▸ Instructions to follow
Go through the records below and copy out every line that contains the word "this".

▸ The data
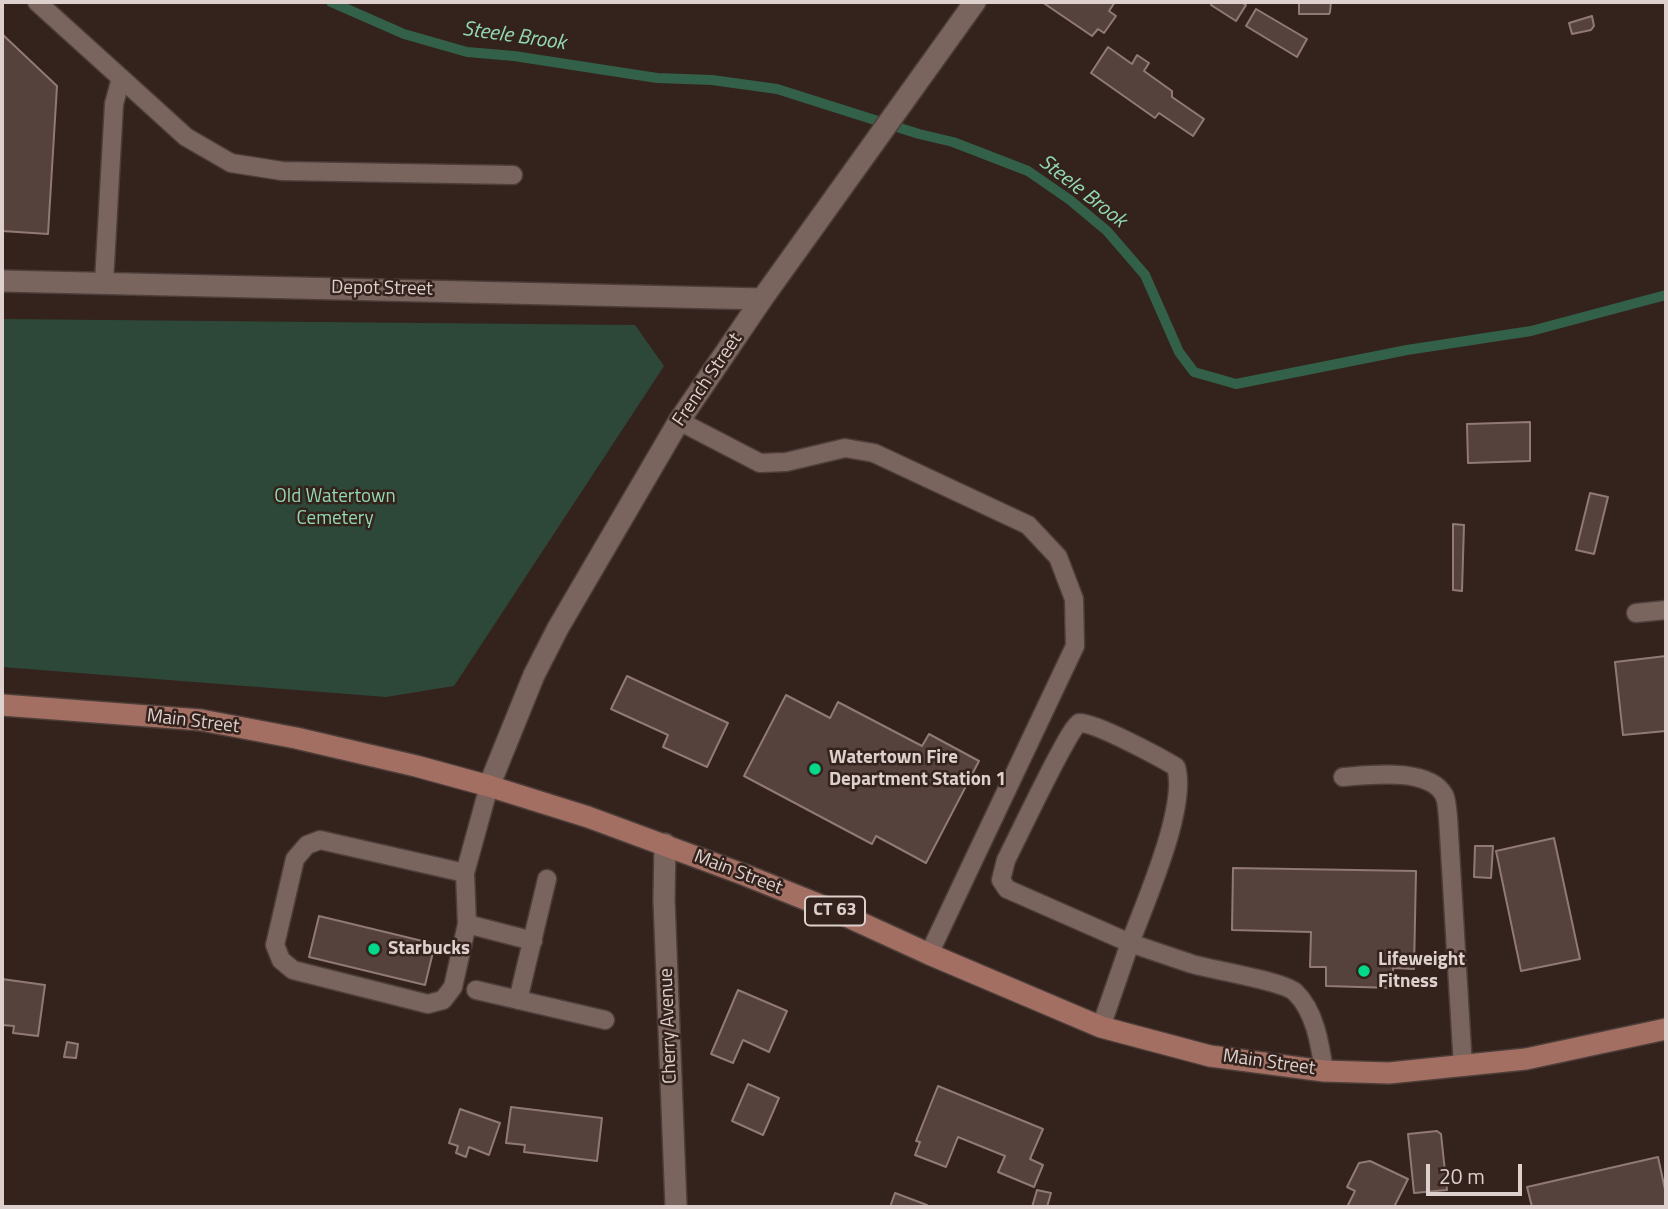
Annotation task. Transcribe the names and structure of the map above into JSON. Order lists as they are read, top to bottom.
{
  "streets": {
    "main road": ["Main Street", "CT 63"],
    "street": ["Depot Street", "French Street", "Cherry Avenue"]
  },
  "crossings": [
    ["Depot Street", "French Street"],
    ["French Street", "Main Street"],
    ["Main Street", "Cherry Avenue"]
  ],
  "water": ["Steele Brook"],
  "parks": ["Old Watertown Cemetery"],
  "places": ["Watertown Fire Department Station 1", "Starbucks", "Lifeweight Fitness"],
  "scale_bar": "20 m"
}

...

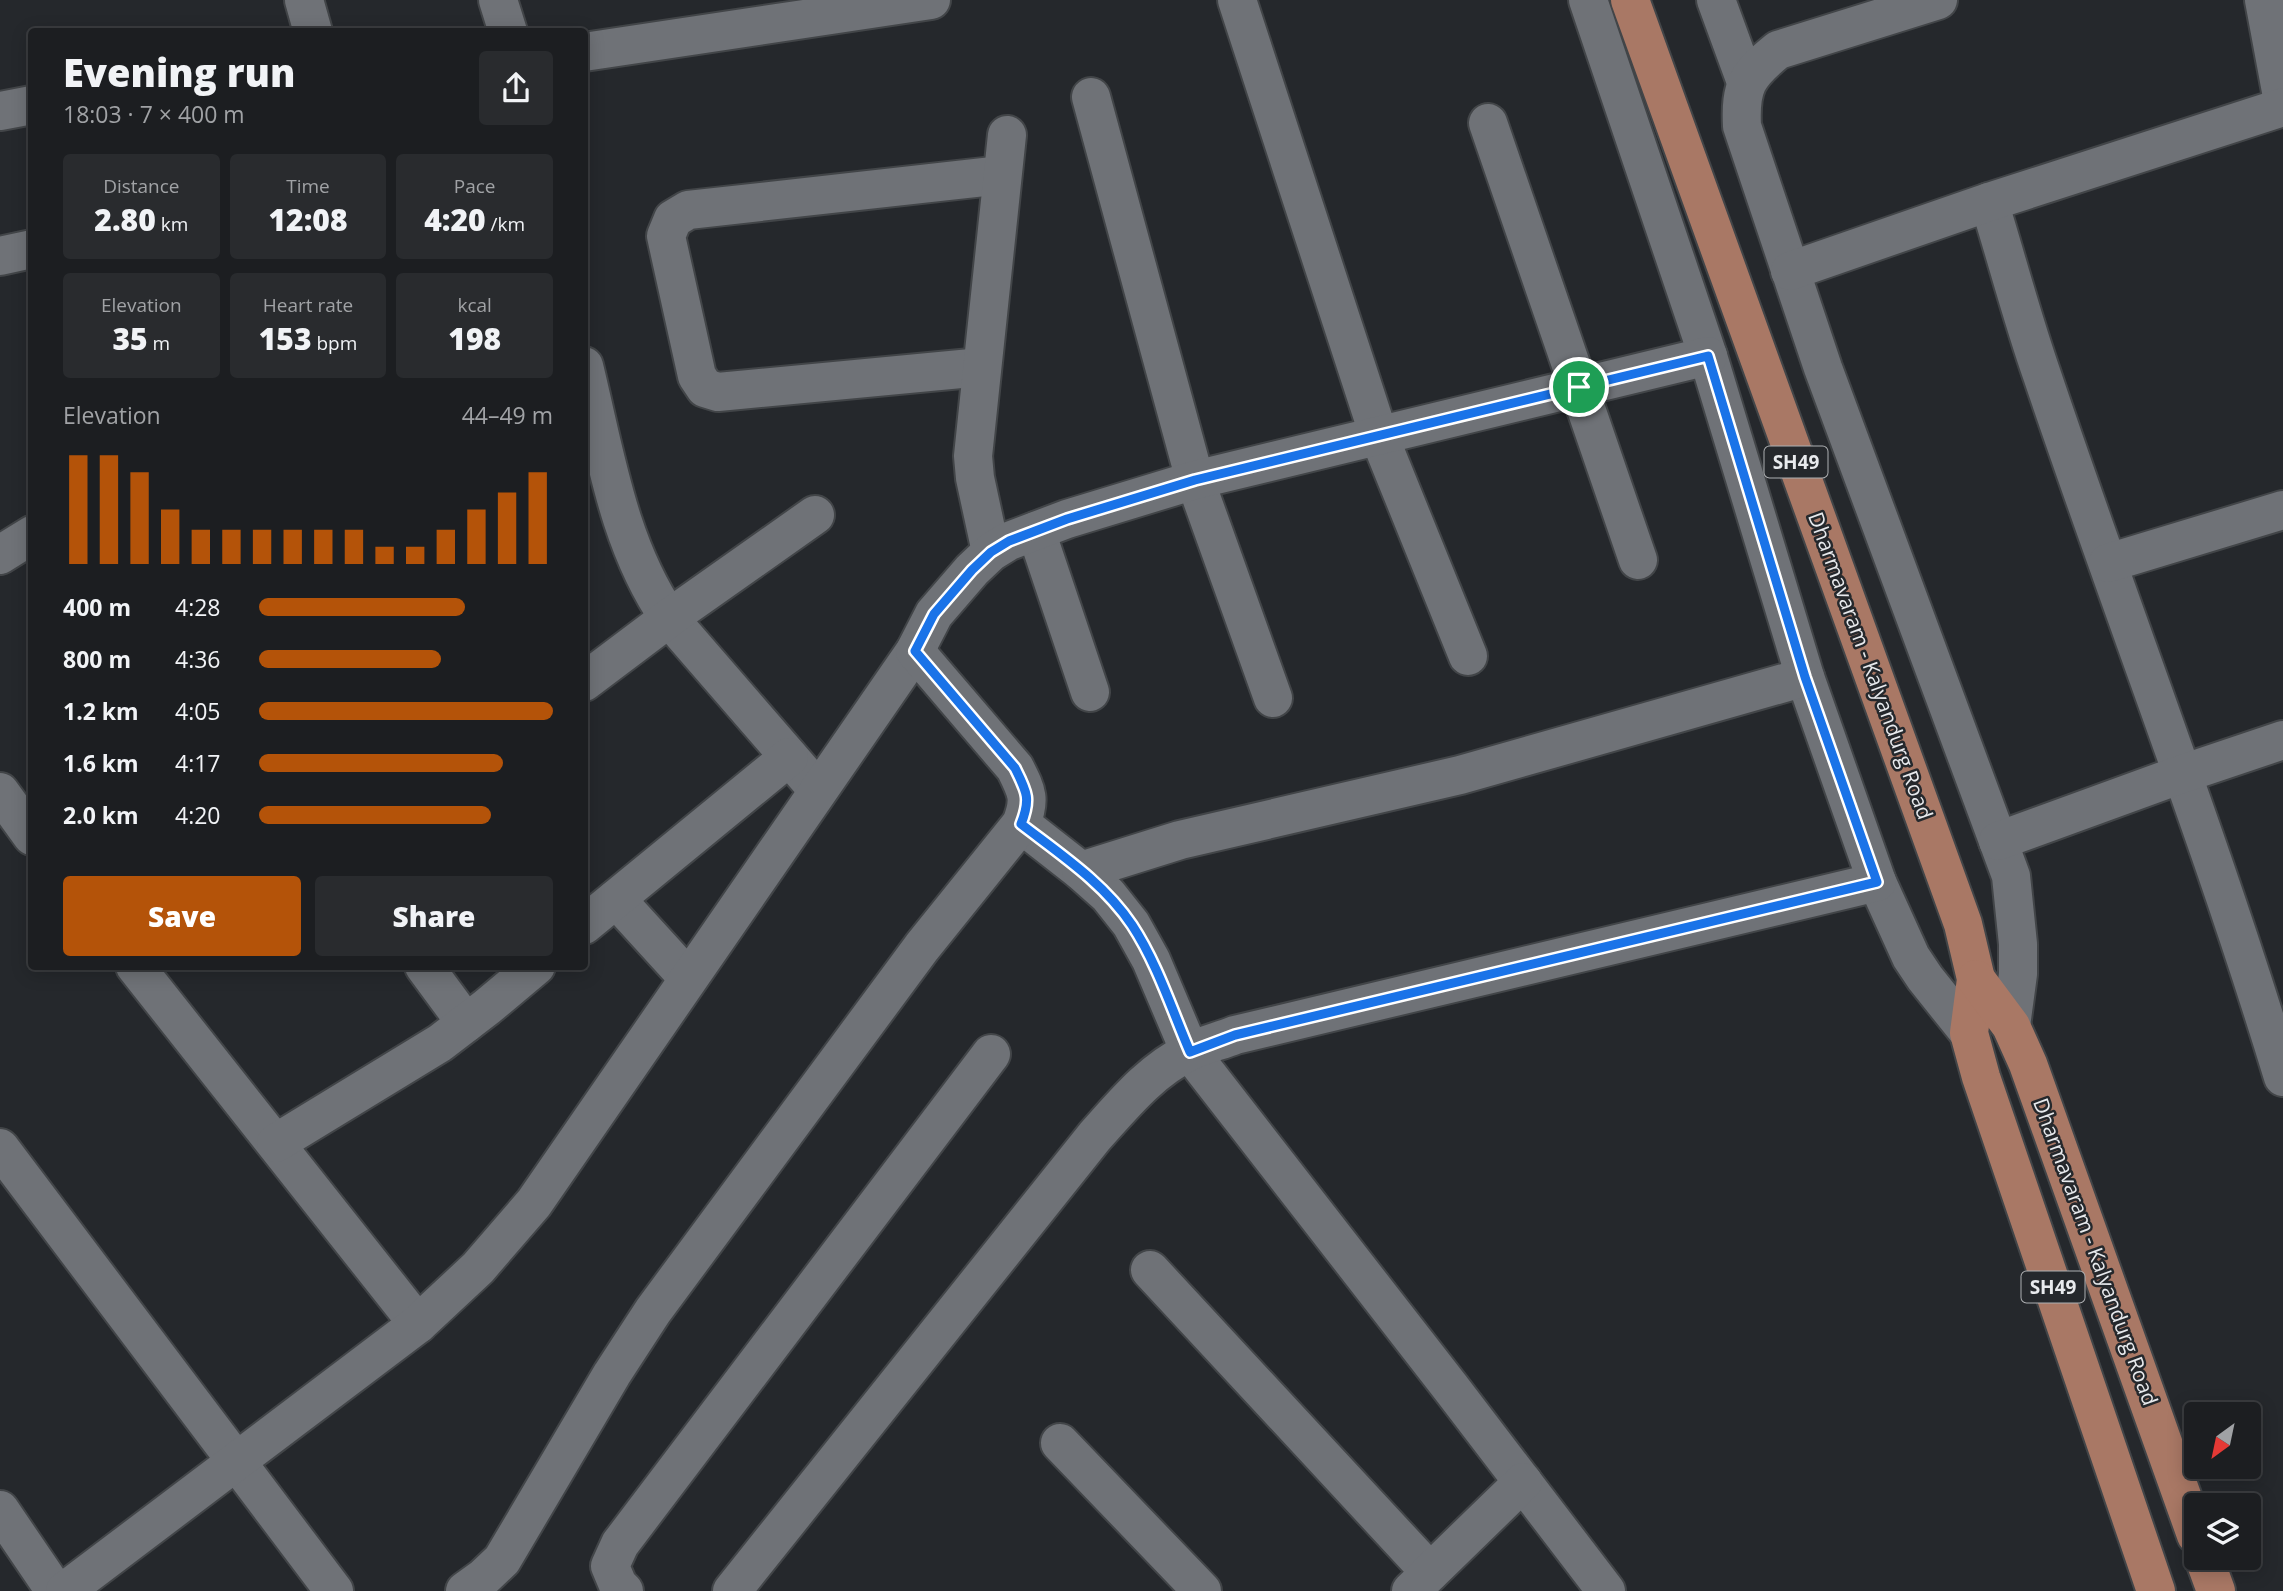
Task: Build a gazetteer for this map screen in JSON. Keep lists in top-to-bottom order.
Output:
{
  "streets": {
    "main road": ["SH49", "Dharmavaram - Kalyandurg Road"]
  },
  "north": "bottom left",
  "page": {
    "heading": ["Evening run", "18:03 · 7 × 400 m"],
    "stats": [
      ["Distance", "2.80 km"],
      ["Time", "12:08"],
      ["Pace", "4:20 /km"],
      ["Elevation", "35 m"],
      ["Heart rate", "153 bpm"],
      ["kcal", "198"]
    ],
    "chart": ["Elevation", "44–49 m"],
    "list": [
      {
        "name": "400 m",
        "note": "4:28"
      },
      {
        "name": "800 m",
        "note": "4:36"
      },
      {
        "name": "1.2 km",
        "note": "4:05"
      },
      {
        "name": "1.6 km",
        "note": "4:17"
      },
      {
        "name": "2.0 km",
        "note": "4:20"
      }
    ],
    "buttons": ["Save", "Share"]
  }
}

---

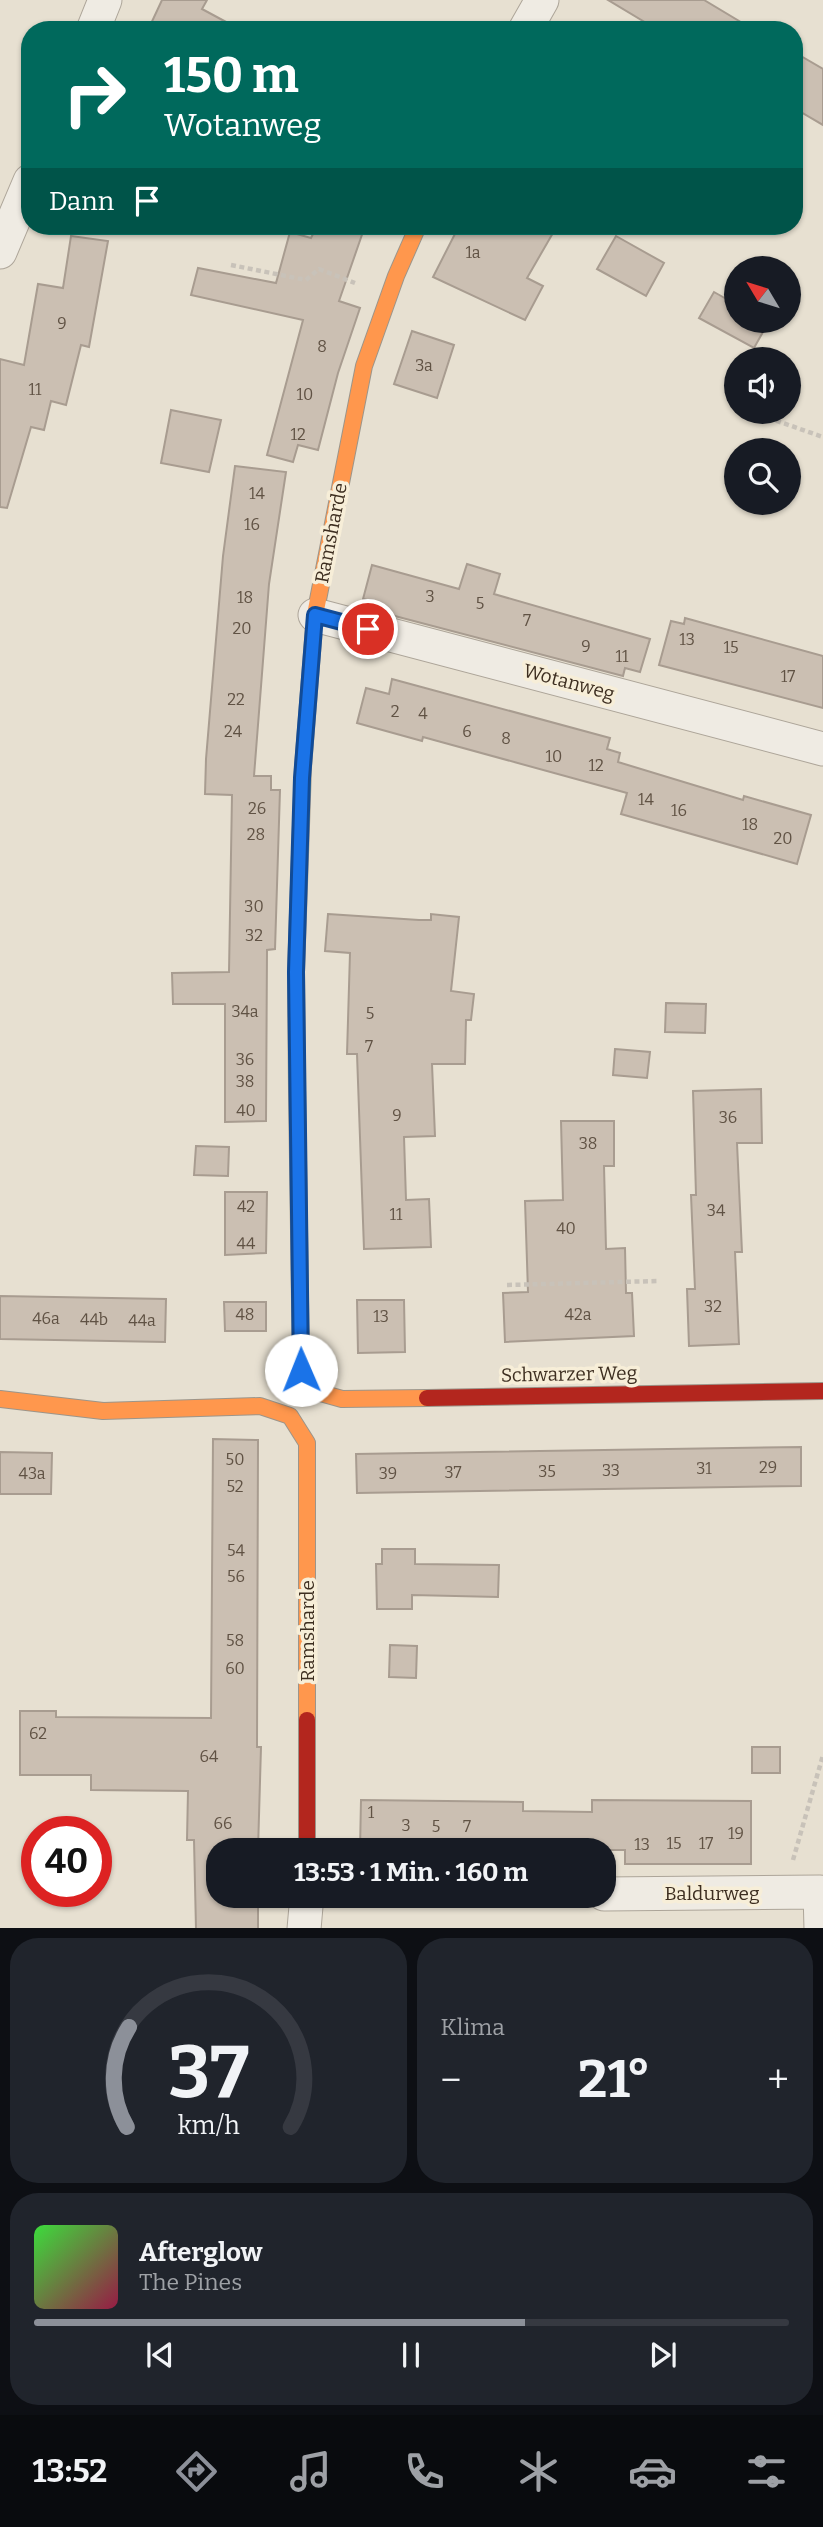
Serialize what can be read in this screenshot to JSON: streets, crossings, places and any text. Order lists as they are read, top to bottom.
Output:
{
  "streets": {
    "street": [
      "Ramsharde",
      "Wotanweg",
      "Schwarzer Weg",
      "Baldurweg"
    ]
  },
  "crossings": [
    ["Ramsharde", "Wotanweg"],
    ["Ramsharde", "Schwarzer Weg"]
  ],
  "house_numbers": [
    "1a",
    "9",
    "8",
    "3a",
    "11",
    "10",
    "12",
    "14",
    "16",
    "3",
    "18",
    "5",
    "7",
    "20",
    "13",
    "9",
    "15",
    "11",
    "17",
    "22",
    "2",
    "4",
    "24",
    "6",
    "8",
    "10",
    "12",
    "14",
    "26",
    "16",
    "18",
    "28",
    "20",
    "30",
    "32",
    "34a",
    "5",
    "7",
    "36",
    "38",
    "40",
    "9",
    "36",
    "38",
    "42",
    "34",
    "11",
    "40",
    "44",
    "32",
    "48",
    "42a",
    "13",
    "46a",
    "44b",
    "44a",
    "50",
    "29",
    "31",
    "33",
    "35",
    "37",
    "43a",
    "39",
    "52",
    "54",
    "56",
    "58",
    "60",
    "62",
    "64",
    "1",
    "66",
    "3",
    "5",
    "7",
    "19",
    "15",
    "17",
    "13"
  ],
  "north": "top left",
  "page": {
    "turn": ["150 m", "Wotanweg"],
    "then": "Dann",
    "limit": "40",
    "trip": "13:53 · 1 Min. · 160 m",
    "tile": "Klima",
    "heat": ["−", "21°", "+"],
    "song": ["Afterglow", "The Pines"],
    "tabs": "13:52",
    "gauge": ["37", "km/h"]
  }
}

▸ Exercise result
Task: Build a gazetteer for this map screen in JSON. Keep lists in top-to-bottom order.
Serialize what can be read in this screenshot to JSON: streets, crossings, places and any text. Order lists as they are read, top to bottom.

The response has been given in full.